------ Records supplied ------

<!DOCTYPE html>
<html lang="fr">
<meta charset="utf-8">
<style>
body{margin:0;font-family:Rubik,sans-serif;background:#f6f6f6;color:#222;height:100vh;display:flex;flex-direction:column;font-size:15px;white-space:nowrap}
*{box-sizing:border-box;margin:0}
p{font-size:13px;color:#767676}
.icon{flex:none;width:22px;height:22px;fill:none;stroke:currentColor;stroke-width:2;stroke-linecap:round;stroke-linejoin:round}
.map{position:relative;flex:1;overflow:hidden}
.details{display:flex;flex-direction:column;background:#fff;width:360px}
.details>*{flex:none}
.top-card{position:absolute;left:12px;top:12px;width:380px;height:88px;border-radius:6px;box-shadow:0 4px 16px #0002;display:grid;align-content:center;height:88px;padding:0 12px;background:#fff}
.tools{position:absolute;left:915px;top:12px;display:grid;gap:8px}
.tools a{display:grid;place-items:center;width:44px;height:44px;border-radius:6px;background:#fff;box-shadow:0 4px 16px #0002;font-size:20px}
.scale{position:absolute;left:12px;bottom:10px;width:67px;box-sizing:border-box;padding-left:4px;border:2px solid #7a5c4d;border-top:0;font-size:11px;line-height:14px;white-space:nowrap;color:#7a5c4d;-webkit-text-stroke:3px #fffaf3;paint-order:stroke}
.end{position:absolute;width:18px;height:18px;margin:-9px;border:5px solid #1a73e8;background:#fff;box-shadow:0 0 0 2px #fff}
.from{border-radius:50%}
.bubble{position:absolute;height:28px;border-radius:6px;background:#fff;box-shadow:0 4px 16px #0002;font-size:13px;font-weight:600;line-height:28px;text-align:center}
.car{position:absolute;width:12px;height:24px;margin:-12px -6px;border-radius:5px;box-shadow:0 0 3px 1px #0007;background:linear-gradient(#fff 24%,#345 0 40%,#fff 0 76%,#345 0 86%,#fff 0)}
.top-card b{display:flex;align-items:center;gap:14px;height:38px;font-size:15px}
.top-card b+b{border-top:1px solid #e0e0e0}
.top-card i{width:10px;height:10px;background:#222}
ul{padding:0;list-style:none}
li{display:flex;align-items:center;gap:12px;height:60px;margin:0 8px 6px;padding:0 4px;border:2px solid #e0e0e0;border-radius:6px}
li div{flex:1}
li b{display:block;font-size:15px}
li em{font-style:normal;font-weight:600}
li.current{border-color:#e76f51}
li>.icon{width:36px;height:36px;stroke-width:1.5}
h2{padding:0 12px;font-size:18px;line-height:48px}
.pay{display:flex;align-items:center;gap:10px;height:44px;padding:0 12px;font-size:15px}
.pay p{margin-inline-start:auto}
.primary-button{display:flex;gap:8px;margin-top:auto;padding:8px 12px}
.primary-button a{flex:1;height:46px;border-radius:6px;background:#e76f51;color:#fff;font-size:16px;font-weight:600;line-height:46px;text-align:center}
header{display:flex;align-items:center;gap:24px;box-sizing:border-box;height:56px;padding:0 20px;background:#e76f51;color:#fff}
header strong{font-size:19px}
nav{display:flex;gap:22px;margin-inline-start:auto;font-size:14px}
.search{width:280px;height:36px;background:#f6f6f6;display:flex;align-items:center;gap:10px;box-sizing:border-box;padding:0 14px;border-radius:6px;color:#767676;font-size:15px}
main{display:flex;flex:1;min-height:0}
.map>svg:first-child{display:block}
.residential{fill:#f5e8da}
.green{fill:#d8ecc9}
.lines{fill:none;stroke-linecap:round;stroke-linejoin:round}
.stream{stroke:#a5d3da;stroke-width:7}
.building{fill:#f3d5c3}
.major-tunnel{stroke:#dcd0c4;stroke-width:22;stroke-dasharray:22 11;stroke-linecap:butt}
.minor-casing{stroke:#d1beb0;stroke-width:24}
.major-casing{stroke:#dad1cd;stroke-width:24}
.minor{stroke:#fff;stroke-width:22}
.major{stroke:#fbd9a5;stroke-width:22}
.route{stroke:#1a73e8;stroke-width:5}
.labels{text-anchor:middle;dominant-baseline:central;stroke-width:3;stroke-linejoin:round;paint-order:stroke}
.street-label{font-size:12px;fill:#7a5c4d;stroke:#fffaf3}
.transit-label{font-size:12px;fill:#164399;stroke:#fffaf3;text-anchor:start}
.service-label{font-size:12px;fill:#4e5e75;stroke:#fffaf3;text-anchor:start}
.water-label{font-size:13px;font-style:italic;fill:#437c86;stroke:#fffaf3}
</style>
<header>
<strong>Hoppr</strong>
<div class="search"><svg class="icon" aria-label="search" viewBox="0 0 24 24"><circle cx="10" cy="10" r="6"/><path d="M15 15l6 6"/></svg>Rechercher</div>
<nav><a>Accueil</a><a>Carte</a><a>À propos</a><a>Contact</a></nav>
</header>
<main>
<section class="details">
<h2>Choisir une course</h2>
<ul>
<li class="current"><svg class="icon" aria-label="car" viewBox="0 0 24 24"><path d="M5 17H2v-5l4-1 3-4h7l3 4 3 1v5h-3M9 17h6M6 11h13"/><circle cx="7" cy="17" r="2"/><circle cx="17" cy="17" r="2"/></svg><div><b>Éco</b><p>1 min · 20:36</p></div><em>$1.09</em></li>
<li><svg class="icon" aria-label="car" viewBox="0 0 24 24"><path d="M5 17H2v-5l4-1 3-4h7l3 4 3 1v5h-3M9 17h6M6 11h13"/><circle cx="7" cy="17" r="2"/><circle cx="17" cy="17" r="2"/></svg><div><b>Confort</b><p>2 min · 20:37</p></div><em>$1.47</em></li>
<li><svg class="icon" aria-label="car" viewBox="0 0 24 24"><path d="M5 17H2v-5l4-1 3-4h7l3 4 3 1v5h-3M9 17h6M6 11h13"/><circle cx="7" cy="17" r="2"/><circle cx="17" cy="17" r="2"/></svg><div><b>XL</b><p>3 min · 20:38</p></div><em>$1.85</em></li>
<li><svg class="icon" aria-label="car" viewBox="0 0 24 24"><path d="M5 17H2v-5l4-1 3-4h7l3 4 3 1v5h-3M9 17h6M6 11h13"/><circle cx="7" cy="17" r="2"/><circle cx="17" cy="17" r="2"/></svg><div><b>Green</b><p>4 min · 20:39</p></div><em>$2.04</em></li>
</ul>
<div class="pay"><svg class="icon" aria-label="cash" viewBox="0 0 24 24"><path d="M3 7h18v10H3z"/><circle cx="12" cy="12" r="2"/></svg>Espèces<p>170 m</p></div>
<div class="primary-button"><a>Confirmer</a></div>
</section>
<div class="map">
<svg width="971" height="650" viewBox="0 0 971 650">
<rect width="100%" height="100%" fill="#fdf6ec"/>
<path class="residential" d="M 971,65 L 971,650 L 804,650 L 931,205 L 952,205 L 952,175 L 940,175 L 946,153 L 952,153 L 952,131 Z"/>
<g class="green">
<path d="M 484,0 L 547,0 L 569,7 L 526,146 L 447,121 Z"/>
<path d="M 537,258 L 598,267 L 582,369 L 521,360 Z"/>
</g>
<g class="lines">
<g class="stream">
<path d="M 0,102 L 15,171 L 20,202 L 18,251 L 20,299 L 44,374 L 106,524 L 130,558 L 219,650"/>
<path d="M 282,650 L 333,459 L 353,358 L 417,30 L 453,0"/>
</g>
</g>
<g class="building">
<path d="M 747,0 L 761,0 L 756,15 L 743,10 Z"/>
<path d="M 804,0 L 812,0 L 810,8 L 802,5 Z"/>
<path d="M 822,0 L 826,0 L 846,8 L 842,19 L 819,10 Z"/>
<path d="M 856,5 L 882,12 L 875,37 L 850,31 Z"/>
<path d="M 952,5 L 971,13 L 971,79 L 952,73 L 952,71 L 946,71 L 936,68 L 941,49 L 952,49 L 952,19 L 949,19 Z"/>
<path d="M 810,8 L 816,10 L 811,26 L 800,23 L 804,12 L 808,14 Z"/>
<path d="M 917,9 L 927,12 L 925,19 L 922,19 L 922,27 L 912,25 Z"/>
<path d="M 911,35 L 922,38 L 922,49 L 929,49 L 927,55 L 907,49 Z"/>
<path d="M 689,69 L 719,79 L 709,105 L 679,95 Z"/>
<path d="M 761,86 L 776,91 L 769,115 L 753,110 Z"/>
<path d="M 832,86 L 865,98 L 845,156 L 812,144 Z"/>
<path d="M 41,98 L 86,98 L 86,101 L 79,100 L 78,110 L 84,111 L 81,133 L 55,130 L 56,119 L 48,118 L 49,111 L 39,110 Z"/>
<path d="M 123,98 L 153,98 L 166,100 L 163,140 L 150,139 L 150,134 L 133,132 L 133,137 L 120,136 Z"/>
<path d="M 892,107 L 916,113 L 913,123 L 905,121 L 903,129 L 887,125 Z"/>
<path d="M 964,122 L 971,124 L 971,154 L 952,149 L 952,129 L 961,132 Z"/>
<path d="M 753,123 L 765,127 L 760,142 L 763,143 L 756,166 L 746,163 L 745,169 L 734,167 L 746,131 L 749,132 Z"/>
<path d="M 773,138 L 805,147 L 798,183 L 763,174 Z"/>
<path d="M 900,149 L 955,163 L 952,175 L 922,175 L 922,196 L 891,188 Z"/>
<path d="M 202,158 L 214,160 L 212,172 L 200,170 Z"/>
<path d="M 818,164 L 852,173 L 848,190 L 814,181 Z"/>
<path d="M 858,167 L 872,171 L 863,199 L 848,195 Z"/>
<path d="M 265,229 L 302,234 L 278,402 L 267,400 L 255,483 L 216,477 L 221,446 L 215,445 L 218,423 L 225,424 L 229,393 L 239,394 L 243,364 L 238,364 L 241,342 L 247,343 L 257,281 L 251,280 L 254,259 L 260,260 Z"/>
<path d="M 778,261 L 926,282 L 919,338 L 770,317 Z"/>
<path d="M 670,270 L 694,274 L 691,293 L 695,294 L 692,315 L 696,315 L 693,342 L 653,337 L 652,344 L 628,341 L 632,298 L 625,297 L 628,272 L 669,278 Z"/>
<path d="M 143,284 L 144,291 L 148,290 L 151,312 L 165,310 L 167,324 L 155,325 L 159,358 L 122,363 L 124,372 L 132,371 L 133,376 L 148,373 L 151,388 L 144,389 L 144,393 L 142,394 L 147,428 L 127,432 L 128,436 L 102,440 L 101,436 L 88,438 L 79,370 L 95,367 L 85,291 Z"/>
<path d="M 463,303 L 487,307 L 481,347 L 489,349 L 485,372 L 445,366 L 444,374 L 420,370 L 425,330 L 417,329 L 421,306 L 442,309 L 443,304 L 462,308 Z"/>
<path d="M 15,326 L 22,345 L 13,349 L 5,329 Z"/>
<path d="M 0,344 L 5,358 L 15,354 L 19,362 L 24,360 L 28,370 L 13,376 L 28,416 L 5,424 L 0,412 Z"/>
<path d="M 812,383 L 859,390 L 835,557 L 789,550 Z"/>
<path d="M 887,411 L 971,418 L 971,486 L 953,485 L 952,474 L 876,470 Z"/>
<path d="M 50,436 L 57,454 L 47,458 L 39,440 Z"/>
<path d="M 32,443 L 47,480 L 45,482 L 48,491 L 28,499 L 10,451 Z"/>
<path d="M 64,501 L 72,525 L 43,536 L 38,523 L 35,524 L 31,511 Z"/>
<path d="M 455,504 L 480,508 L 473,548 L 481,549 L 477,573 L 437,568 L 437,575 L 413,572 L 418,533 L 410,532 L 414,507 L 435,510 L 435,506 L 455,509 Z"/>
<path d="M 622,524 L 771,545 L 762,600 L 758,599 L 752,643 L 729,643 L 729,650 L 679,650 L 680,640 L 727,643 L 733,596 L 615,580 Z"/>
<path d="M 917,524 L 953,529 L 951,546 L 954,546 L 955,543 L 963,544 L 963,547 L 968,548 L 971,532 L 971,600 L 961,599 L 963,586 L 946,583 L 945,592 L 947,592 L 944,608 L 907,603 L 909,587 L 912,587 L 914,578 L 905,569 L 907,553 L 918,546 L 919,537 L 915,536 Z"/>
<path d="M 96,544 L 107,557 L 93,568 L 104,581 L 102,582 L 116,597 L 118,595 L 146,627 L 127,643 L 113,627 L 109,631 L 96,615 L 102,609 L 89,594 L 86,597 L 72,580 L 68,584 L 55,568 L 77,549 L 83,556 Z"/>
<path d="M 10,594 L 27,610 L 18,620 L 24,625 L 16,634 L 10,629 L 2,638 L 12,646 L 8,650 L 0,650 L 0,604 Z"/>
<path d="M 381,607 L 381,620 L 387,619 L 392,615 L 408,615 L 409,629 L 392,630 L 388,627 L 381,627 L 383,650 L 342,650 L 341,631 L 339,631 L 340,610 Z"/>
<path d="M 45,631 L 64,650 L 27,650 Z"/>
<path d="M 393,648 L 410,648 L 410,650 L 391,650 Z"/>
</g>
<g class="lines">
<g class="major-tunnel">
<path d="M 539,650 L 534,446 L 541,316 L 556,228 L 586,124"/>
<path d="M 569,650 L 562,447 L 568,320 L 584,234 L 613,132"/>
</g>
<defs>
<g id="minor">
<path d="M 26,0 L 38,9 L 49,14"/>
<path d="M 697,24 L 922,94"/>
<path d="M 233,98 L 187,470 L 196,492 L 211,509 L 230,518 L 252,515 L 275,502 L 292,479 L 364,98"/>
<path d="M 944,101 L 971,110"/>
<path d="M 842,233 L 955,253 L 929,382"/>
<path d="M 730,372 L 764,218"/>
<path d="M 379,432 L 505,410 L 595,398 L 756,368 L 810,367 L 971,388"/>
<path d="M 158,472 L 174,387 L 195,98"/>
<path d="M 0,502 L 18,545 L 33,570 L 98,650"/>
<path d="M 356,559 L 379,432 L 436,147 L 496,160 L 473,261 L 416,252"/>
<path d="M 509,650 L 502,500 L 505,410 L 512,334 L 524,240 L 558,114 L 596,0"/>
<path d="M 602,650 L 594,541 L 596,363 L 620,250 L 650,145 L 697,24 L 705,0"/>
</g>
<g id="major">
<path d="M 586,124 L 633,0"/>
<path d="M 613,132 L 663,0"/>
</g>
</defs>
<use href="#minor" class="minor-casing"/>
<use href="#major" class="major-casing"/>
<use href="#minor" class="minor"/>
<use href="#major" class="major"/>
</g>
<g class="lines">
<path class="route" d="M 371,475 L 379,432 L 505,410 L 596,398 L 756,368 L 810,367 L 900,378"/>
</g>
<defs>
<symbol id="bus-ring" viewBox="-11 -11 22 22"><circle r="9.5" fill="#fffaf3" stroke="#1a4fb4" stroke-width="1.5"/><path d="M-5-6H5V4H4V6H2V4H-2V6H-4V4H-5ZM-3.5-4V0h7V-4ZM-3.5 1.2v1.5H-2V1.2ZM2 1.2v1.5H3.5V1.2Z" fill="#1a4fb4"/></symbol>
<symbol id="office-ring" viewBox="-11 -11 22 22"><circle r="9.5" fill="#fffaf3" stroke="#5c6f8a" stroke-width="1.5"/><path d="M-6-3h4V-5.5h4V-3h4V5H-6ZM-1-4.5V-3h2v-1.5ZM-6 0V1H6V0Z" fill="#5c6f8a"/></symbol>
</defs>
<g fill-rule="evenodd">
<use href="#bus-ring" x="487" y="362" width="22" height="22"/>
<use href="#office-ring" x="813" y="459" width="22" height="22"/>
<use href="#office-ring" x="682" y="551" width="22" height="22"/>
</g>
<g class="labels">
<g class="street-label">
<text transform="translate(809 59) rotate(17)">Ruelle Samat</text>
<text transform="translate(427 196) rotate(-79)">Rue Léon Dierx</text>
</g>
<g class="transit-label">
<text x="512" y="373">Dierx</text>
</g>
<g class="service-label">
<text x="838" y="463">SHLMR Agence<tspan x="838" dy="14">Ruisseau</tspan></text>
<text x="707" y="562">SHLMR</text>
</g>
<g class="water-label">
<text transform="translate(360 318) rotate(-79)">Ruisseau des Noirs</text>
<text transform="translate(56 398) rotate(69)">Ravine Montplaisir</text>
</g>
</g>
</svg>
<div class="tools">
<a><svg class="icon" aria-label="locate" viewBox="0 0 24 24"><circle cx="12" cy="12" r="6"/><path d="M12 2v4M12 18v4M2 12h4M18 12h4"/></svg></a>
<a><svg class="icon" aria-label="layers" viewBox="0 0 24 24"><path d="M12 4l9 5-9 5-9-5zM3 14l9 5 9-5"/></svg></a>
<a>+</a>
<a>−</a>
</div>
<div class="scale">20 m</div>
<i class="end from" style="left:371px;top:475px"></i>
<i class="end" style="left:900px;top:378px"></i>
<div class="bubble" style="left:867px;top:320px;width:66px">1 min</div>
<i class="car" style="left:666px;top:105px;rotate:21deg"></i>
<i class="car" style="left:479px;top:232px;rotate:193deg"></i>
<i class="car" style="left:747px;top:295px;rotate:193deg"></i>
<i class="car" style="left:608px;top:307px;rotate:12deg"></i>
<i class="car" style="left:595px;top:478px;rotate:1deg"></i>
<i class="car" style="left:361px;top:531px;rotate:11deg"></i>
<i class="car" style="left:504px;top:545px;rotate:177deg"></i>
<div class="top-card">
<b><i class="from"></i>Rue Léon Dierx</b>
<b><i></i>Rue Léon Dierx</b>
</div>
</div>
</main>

------

▶ [Exercise description] Work out how many lines in the data include "strong". Answer with the number only.

▶ [Reply] 2